TRY IT ▸
For the records below, report how many lines include the word "bounding". Only the number should appear.

---*---

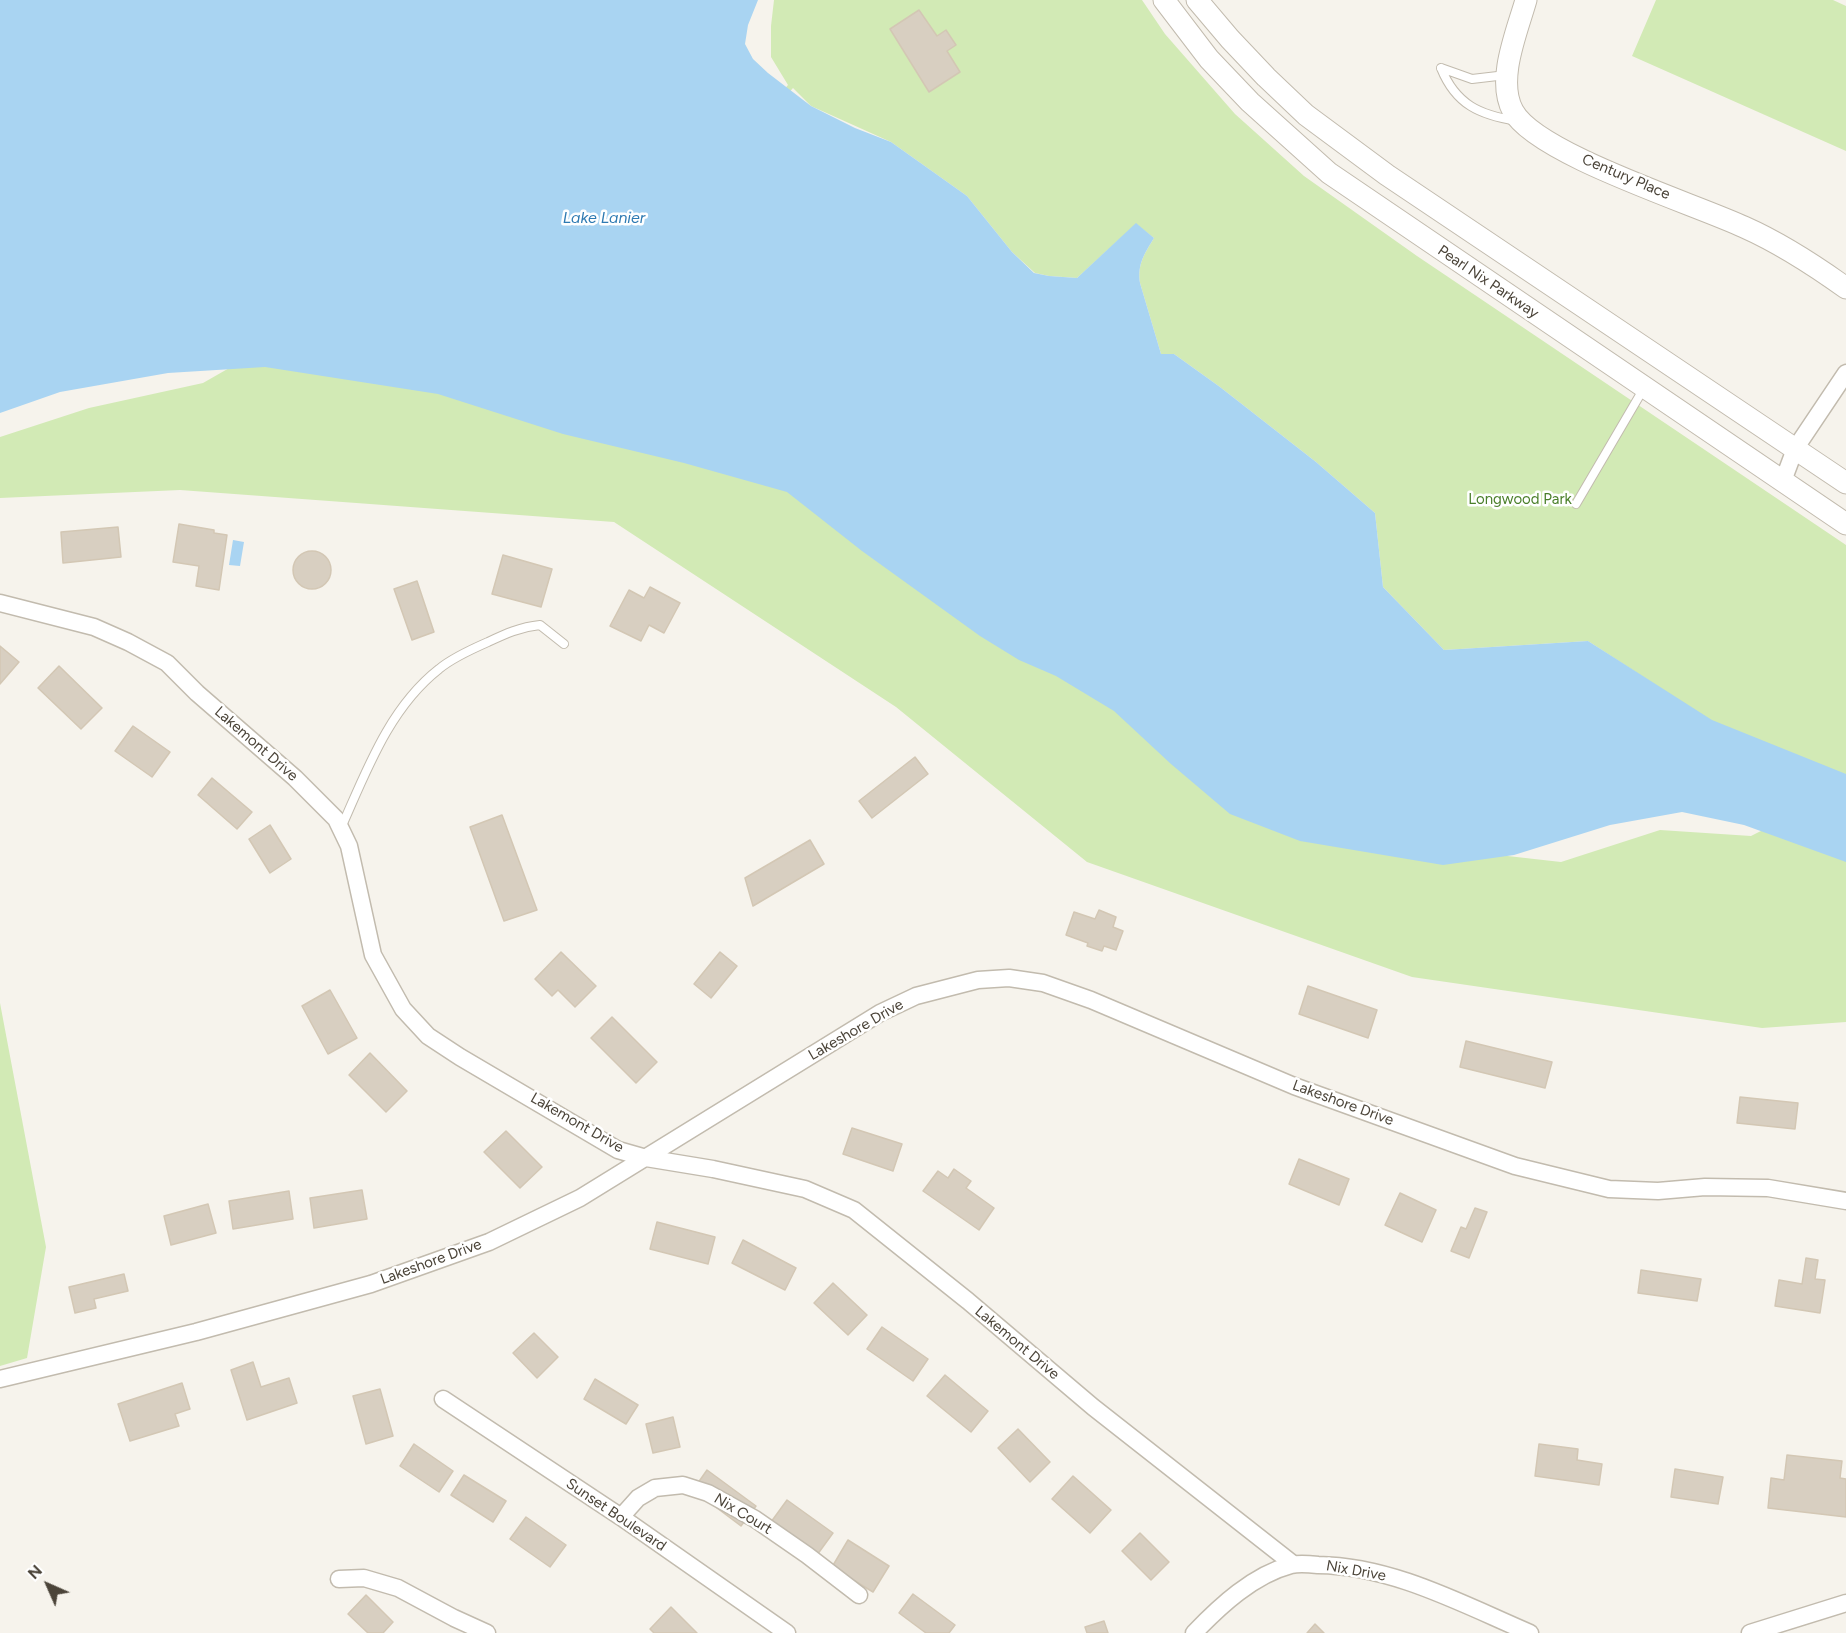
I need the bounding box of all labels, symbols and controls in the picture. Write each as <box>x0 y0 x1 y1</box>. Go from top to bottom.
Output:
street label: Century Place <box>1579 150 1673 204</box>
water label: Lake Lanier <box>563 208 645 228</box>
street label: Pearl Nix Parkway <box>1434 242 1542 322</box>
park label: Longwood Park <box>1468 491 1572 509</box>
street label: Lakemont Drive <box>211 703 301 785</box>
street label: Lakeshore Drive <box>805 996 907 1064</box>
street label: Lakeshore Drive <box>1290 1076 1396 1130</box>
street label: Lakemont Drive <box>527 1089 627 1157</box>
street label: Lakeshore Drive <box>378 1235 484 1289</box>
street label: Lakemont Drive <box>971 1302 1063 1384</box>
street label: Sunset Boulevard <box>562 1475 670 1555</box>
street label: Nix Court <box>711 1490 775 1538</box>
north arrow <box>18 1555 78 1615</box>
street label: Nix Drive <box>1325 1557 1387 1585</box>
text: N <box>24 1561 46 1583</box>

---*---

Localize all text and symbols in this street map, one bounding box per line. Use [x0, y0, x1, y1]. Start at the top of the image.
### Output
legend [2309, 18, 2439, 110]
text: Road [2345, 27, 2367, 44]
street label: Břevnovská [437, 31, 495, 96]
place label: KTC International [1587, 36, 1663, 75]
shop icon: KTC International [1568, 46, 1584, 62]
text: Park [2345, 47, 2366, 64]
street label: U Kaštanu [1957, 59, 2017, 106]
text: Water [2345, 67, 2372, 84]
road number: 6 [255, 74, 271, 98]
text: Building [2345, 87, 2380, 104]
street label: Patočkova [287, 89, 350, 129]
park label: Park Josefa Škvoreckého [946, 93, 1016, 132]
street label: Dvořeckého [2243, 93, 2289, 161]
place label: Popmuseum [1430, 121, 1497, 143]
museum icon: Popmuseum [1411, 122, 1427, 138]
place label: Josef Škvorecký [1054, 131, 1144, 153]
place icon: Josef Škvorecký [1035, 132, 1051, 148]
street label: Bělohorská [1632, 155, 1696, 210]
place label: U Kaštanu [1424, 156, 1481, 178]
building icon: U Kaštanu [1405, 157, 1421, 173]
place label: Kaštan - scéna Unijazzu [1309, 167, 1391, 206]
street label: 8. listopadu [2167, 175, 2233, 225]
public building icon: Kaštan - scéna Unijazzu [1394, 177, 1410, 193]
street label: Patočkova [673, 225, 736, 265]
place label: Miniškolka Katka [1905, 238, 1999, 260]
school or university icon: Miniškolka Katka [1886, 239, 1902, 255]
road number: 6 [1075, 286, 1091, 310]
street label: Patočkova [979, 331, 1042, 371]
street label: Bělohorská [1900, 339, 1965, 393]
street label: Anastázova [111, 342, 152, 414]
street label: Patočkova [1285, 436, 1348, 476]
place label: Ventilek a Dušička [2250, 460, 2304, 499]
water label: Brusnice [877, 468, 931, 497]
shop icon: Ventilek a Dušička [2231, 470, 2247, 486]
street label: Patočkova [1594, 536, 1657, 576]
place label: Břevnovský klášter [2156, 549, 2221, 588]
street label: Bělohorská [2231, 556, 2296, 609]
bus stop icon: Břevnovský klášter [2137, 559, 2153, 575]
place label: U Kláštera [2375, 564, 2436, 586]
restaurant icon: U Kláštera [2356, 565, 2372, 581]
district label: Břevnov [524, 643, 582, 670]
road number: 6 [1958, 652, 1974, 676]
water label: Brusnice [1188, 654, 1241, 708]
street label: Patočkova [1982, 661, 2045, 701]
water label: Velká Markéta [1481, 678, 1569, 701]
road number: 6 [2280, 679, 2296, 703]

---*---

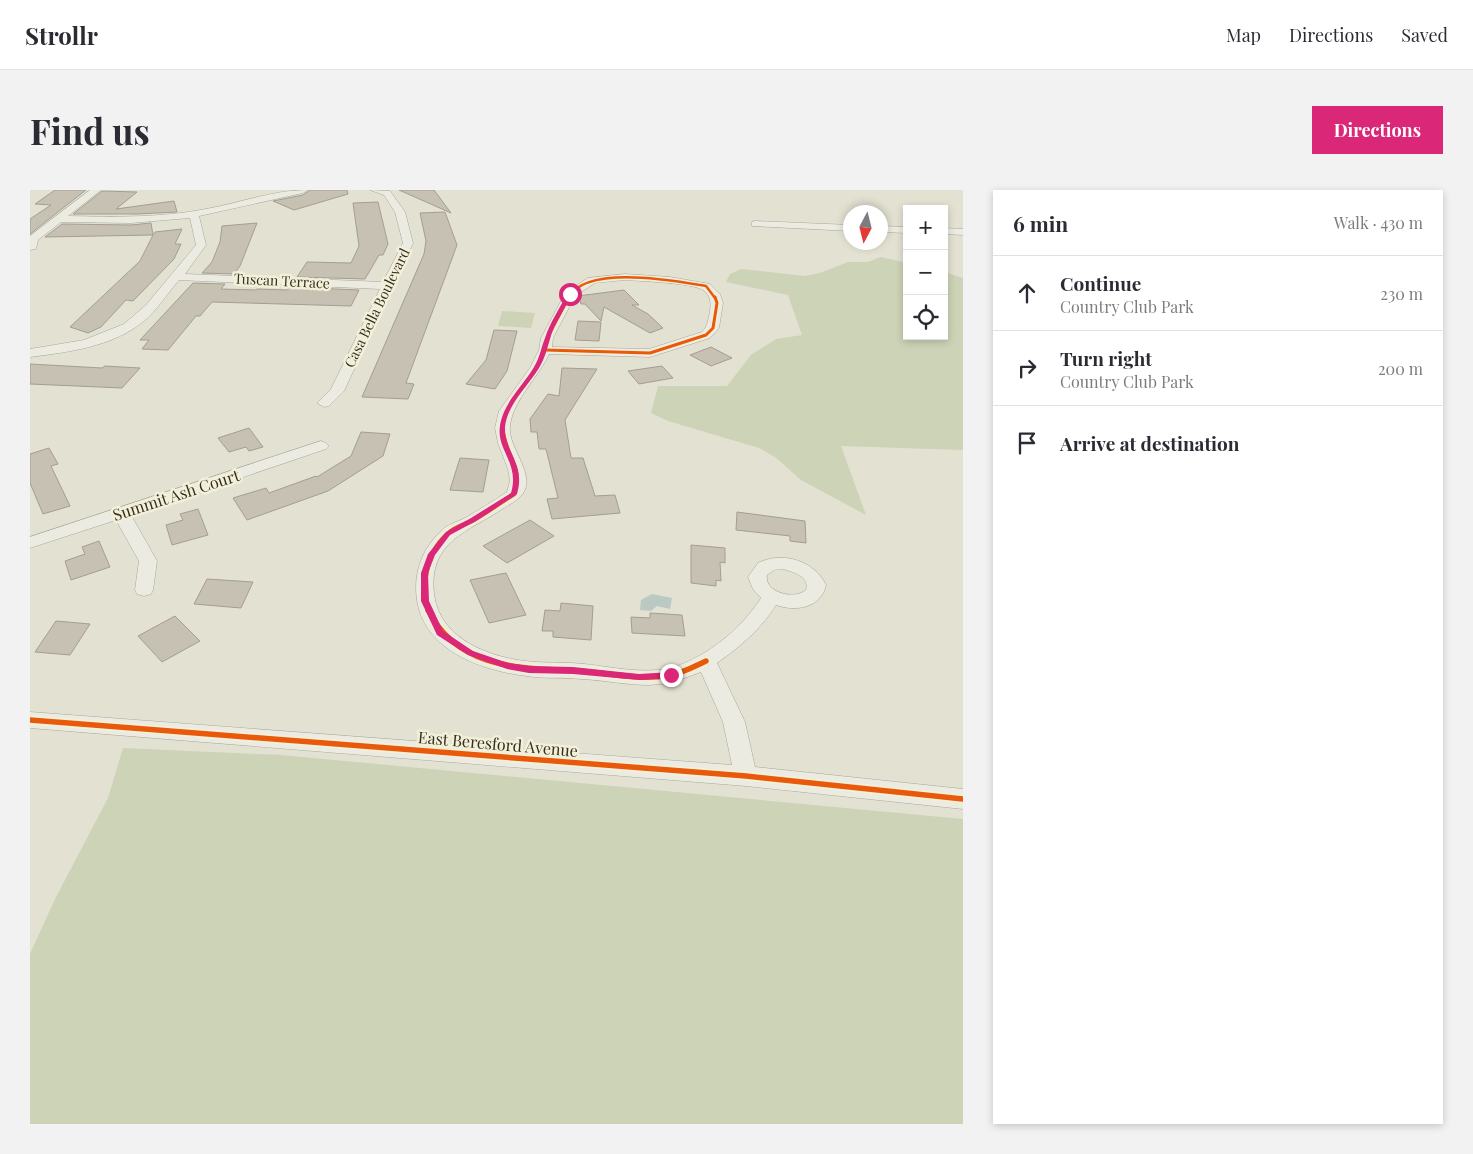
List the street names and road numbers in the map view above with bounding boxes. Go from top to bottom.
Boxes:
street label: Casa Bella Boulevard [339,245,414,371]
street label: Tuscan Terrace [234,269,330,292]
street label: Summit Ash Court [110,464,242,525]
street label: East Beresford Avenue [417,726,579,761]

---*---

SOLUTION BELOW ▸
3